Russ:
Optional is sufficient. It should NOT be mandatory to have separate signing keys for certificates and CRLs.
Thanks. I think we agree.
-----Original Message-----
From: David Cross [mailto:dcross@xxxxxxxxxxxxx]
Sent: Tuesday, April 24, 2001 9:21 PM
To: Housley, Russ; Santosh Chokhani
Cc: ietf-pkix@xxxxxxx
Subject: RE: Dedicated CRL signing keys
Optional please - it will take time to build up a large support base for
this on the client side.
David B. Cross
-----Original Message-----
From: Housley, Russ [mailto:rhousley@xxxxxxxxxxxxxxx]
Sent: Tuesday, April 24, 2001 5:55 PM
To: Santosh Chokhani
Cc: ietf-pkix@xxxxxxx
Subject: RE: Dedicated CRL signing keys
Santosh:
The profile already allows CAs and clients to include the features your
are
advocating. We are debating which are mandatory to implement vs.
optional.
Russ
At 03:41 PM 4/24/2001 -0400, Santosh Chokhani wrote:
>Russ:
>
>May be there is a middle ground in terms not requiring the clients to
>process the chains, but also not declaring PKI that have CA and clients
>that conform to this.
>
>I would like us to accommodate both without requiring ALL clients to
>have
>the capability.
>
>For example, we can say that the client need not process these types of
>trust paths, but CA who use separate keys and clients who can build and
>process these chains are also compliant.
>
>-----Original Message-----
>From: Housley, Russ
>[<mailto:rhousley@xxxxxxxxxxxxxxx>mailto:rhousley@xxxxxxxxxxxxxxx]
>Sent: Tuesday, April 24, 2001 2:27 PM
>To: Santosh Chokhani
>Cc: ietf-pkix@xxxxxxx
>Subject: RE: Dedicated CRL signing keys
>
>Santosh:
>
>Interoperability is just as important as security. Further, complexity
>leads to implementation flaws which reduces security. In several
>places, the working group has decided that interoperability is more
>important than security. In fact, the PKIX profile does not require
>that a CA issue CRLs (see section 3.3, last paragraph).
>
>The PKIX profile places requirements on CAs and clients.

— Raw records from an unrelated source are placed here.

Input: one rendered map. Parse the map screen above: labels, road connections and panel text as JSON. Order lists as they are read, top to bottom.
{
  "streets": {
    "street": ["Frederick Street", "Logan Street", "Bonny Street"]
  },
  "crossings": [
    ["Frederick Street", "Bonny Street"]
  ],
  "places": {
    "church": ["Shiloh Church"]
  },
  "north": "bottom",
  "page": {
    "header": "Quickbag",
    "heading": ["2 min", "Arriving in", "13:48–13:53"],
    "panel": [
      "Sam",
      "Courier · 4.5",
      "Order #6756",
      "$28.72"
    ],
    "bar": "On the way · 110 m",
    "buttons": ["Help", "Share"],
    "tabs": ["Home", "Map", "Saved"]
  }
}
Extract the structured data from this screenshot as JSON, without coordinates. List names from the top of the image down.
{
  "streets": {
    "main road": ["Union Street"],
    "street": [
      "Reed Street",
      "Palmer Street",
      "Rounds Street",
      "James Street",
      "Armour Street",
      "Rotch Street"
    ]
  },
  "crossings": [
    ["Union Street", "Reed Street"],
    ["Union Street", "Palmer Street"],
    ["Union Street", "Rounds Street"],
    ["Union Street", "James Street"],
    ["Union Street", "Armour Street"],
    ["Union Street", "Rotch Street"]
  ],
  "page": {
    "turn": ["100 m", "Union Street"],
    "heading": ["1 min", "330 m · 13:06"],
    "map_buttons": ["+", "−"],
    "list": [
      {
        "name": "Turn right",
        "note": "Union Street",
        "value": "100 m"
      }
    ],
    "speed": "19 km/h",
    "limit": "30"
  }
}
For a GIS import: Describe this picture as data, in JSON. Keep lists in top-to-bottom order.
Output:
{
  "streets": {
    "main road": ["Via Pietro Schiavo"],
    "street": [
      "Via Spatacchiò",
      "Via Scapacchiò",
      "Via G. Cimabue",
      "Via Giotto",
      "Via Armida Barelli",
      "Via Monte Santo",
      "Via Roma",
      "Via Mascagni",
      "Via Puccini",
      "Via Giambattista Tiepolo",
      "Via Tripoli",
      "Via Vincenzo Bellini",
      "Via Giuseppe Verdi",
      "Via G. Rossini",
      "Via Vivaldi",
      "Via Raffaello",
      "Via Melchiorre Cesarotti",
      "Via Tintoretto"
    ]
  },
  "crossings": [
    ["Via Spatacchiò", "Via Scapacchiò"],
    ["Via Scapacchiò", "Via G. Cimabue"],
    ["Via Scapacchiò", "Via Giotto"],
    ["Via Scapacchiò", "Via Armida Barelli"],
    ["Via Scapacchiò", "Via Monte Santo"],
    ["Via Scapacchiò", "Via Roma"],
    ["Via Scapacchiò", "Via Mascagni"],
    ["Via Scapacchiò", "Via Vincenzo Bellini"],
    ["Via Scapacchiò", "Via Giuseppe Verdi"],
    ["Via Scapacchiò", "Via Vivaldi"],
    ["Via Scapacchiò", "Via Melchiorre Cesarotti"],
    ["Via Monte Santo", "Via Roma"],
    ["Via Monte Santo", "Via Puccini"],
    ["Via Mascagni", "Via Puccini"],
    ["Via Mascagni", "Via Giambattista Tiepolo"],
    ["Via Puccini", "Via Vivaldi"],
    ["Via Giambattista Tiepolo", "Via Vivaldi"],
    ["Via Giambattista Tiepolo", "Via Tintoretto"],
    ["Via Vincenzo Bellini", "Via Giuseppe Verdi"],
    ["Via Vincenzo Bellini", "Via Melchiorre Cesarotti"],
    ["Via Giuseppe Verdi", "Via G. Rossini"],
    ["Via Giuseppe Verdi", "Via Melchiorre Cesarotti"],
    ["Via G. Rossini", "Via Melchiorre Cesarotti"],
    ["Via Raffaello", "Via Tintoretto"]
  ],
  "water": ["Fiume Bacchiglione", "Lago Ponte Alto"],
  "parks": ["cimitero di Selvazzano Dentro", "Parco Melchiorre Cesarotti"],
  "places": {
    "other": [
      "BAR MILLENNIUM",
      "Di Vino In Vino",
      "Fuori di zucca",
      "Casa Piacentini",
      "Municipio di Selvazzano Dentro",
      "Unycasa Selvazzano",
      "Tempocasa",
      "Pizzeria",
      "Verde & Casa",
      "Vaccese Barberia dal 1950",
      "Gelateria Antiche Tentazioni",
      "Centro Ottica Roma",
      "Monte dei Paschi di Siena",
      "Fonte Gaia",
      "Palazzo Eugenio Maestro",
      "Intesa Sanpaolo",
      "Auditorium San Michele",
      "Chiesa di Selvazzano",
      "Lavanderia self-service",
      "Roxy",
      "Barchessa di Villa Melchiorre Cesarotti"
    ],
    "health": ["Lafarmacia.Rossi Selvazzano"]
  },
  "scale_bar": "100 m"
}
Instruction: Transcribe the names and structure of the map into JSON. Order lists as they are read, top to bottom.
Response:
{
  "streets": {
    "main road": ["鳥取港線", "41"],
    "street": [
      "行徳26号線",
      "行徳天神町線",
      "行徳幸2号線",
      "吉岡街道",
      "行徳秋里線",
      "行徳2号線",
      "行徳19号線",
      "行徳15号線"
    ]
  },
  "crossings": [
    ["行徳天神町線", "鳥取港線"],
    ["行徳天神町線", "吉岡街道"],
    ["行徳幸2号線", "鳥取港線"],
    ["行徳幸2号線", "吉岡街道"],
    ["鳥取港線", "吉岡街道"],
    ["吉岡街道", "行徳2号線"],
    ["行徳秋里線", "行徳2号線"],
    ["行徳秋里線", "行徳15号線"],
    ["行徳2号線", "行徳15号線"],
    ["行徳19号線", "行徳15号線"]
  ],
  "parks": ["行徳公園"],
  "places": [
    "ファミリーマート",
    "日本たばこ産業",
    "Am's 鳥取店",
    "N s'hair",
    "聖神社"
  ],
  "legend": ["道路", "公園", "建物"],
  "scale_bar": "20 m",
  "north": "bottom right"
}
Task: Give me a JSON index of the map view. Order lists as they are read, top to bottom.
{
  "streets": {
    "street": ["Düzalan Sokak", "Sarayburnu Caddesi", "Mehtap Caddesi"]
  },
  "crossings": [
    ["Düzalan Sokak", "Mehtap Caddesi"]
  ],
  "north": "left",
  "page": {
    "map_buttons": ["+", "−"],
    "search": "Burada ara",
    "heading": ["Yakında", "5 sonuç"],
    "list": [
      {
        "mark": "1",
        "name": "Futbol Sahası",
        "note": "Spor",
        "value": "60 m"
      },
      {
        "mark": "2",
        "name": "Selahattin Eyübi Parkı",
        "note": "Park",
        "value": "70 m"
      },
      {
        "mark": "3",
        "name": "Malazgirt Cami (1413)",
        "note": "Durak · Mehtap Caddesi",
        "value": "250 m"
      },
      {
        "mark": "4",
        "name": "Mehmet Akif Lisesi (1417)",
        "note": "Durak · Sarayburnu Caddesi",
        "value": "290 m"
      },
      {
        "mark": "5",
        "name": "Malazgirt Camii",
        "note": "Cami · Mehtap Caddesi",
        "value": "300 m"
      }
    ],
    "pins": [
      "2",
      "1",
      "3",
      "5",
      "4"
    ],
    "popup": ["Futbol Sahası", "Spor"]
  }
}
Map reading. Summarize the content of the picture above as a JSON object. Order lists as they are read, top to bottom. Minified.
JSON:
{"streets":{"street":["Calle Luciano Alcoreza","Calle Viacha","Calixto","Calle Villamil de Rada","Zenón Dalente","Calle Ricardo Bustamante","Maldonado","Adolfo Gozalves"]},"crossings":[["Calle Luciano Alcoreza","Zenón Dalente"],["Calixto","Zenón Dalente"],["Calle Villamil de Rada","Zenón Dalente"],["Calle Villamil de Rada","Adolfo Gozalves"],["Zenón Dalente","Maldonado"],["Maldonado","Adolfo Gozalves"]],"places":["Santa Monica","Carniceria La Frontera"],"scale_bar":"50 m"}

How can we
>say that clients MUST be able to handle certs and CRLs signed with
>different keys when we do not require CAs to issue them at all?
>Further, placing such a requirement on clients forces them to be able
>to build certification paths during CRL checking. We already know that
>some clients cannot do this (an interoperability issue). And, asking
>them to do so will add complexity (a security assurance issue).
>
>Russ
>
>At 08:54 AM 4/24/2001 -0400, Santosh Chokhani wrote:
>
> >Russ:
> >
> >One of your comments yesterday was that we can make a choice between
> >simpler client and operational security when I said that some
> >implementations require separate CRL signing keys for operational
> >security reasons.
> >
> >While I agree with you that this is a trade-off an enterprise needs
> >to make. But, I think the Internet RFC should not make such a
> >choice. I am saying that the RFC should permit both: simple client
> >(same key for certificate and CRL signing) as well as different keys
> >for certificate and CRL signing.
> >
> >PKIX working group is after all, all about security. We should not
> >say that a secure implementation is not compliant with PKIX.